W gorącej hali przy ulicy Rychlińskiego w Bielsku-Białej długo oczekiwano na kolejny pojedynek BKS-u Aluprof z Bankiem BPS Muszynianką Fakro. Gospodynie rozpoczęły bez Anny Werblińskiej w składzie i ponownie z Bereniką Okuniewską na przyjęciu. Natomiast trener Mineralnych nie zdecydował się wpuścić od początku żadnej z Holenderek.
Miejscowe rozpoczęły z animuszem od prowadzenia 6:2. Raz za razem Katarzyna Skorupa rozrzucała piłki na oba skrzydła, gdzie bombardowały przyjezdne Joanna Frąckowiak i Natalia Bamber. Po skutecznym ataku z odchylenia Okuniewskiej BKS prowadził 8:3. Przerwa nie podziałała jednak dobrze na bielszczanki, bowiem te przestrzeliły kilka piłek z rzędu. Szybko więc zrobiło się 10:9. Przebudzenie gospodyń nastąpiło dopiero dzięki Okuniewskiej, która najpierw fantastycznie atakowała po skosie, a później zagrała asa serwisowego. Jeszcze raz Mineralne odrobiły straty i po ataku ze środka Agnieszki Bednarek-Kaszy oraz jej bloku i asie serwisowym Mileny Sadurek na tablicy wyników mieliśmy remis (14:14).
Świetnie nadal prezentowała się Bednarek-Kasza, która ciągnęła grę przyjezdnych. Wkrótce mieliśmy kilka niezwykle emocjonujących akcji. BKS próbował niemal z każdej pozycji sforsować zasieki obronne Mineralnych, te jednak wyszły zwycięsko z opresji (15:18). Mistrzynie Polski z ubiegłego sezonu nie dawały za wygraną. Za sprawą niezwykle efektownych ataków Okuniewskiej (uderzała na wysokim pułapie) i asa serwisowego Anny Kaczmar BKS znów wrócił na prowadzenie (21:20). W kolejnych akcjach punkt za punkt grały obie drużyny.
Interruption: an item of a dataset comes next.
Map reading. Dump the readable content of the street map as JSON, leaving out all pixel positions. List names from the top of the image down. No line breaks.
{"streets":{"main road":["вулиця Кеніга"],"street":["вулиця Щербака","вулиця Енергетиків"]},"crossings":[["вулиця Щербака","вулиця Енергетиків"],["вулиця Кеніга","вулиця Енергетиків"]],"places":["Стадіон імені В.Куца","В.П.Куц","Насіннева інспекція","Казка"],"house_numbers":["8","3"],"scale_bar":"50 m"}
Wyrównała Aleksandra Jagieło po ładnym uderzeniu po skosie (23:23). Przyjezdne jeszcze raz się poderwały i doprowadziły do gry na przewagi. W niej więcej szczęścia miały bielszczanki, które wygrały pierwszą odsłonę.
Druga odsłona rozpoczęła się podobnie jak pierwsza. Wielka determinacja z obu stron sprawiła, że wymiany były długie i emocjonujące, jak przystało na mecze obu drużyn - odwiecznych rywali w PlusLidze Kobiet. Po wyrównanym początku znów do głosu zaczęły dochodzić siatkarki z Bielska-Białej. Co gorsza dla przyjezdnych, podopieczne Bogdana Serwińskiego zaczęły popełniać błędy w ataku i inne (m.in. podwójnego odbicia). Tak jak w pierwszym secie, BKS prowadził 8:3. Bielszczankom zaczynało wychodzić praktycznie wszystko w ofensywie i prowadzenie ich rosło (10:4). Trener Serwiński wykorzystywał czasy na żądanie, ale nie miał recepty na odmienienie wydarzeń na parkiecie. Siatkarki z Bielska-Białej grały szybko, atakowały mocno i celnie. Opiekun Mineralnych wprowadził w tym momencie praktycznie wszystkie rezerwowe zawodniczki, jakie miał do dyspozycji. Całkiem nowa szóstka przyjezdnych odrobiła kilka punktów, ale wciąż utrzymywało się bezpieczne prowadzenie BKS-u (15:11).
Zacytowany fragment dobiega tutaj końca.